Kiedy Villas dostała scenariusz filmu, który ma opowiedzieć historię jej życia, diwa myślała, że w jej postać wcieli się Kasia Figura . I to by sie nawet zgadzało. Wielka aktorka wcielająca się w postać wielkiej artystki - sukces murowany.
Jednak zaszły zmiany. Reżyser filmu twierdzi, że widzi tylko Joaśkę Liszowską w głównej roli:
Dla mnie tylko Joanna Liszowska mogłaby zagrać Villas.

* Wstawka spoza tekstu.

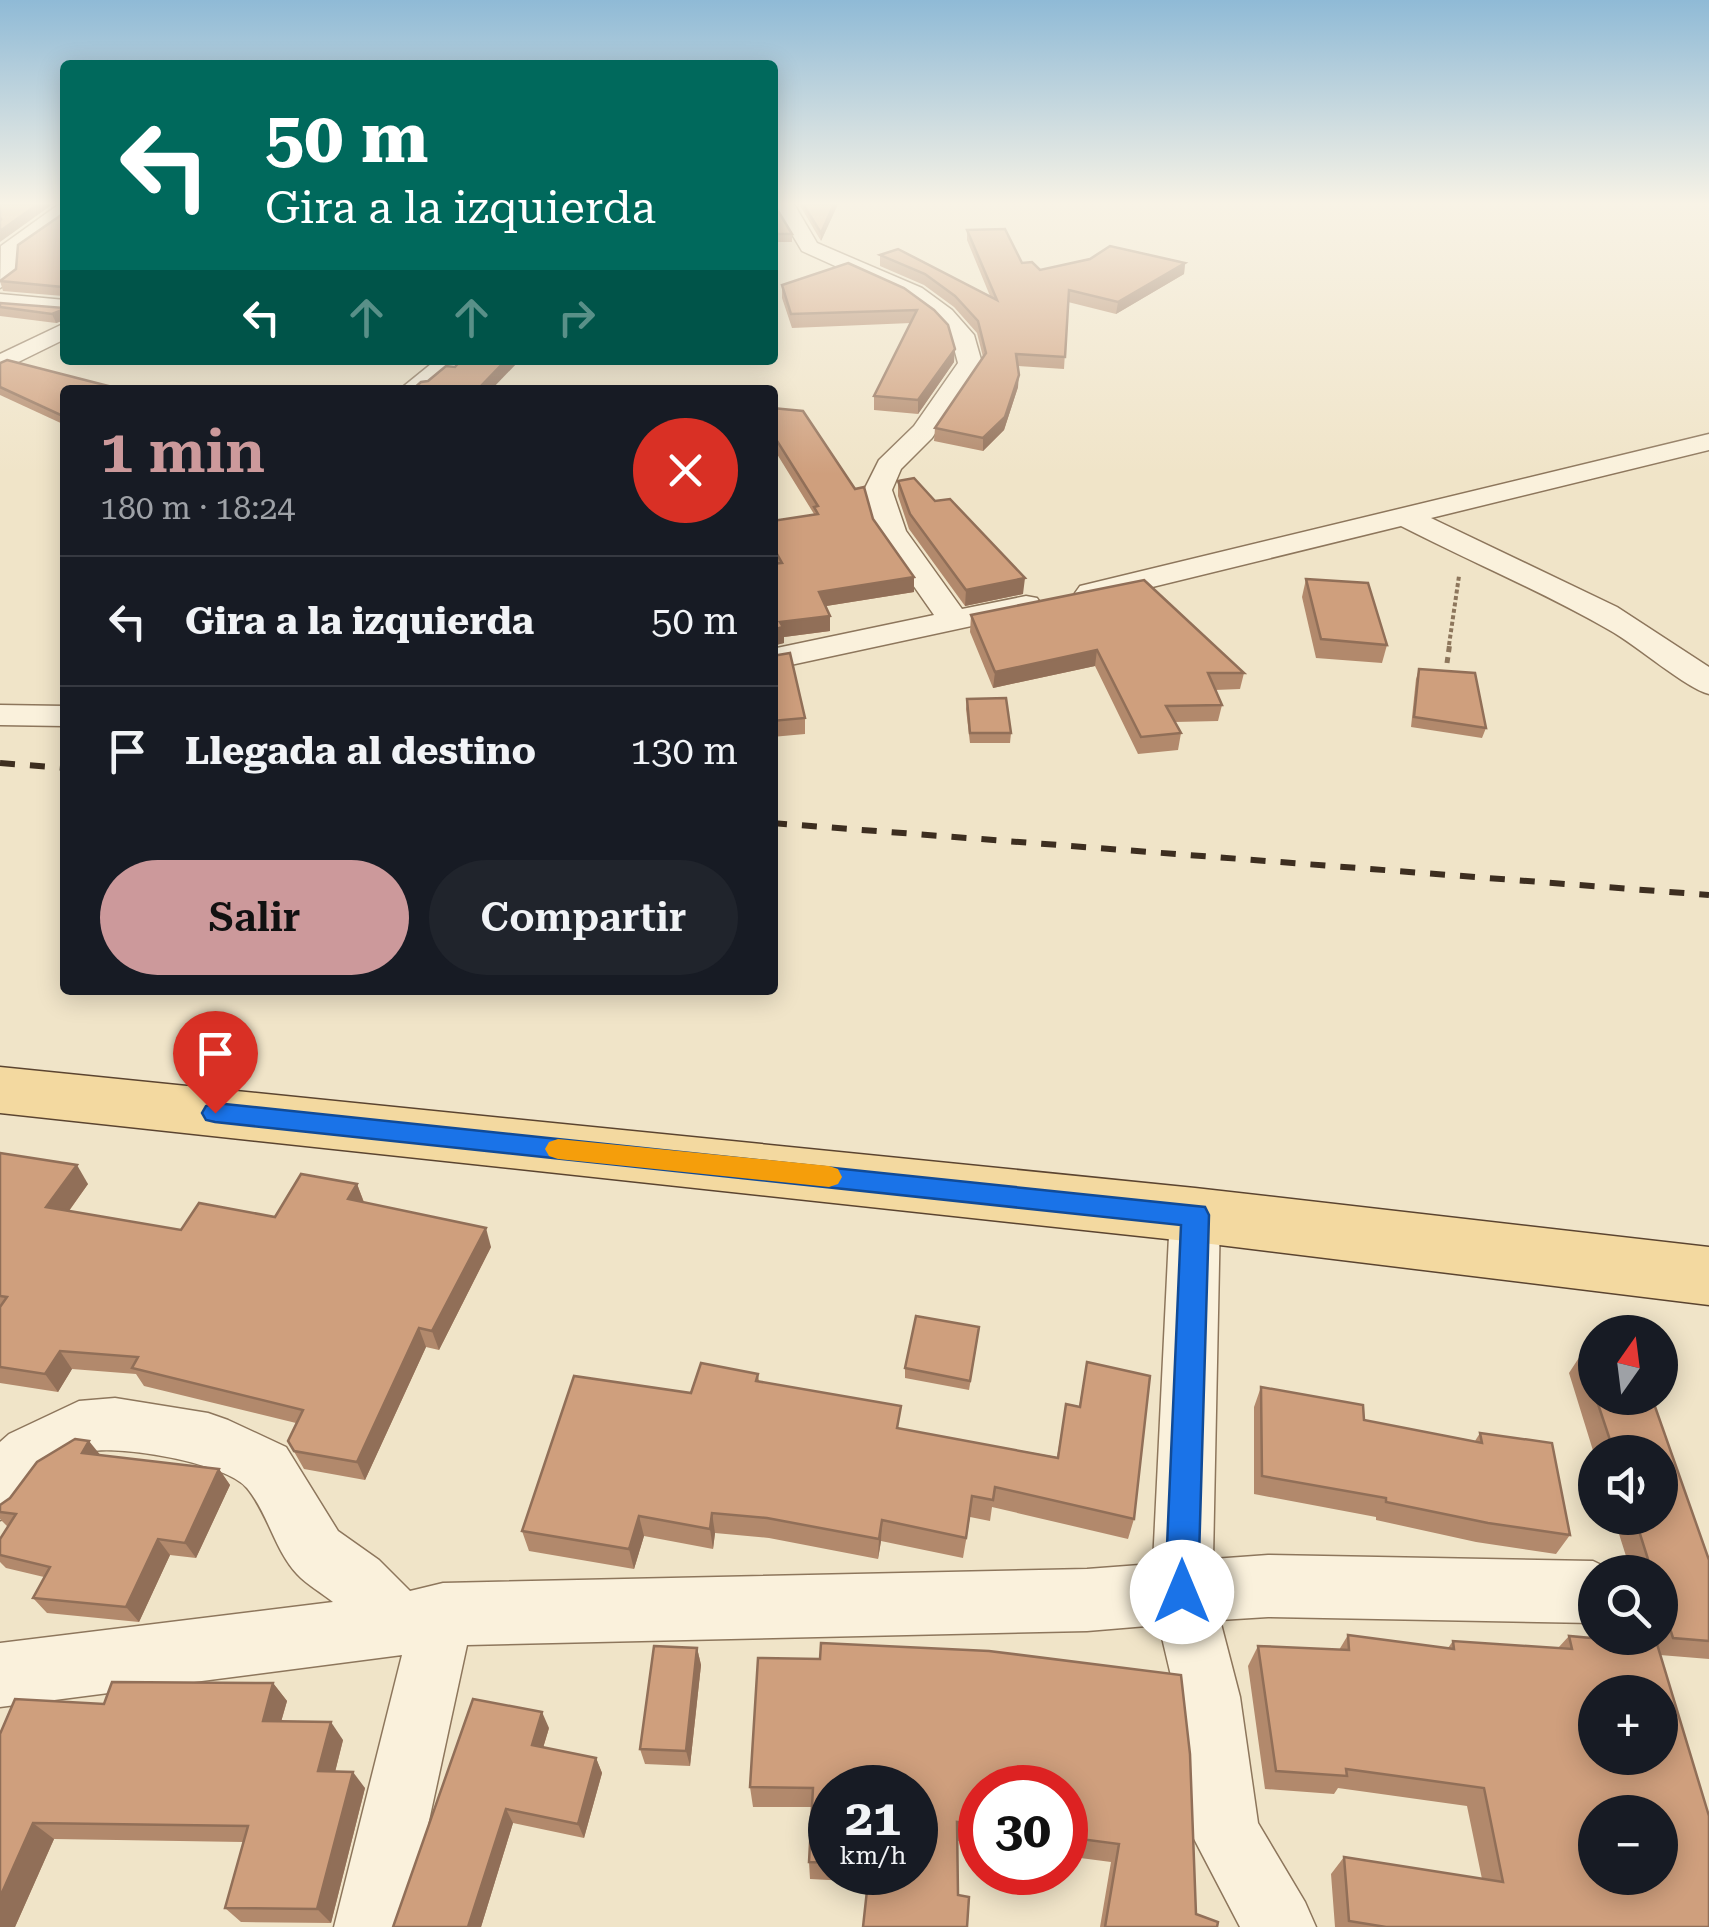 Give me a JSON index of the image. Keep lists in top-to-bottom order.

Ona dałaby radę, ma świetny głos i poradziłaby sobie na pewno z tą rolą - powiedział Konrad Aksinowicz dla faktu.
Nie mamy nic przeciwko Joasi , bo to dobra aktorka, która potrafi w dodatku śpiewać (Patrząc na Asię, przypomina nam trochę Villas), ale ostatnie zdanie powinno jednak należeć do Violetty Villas .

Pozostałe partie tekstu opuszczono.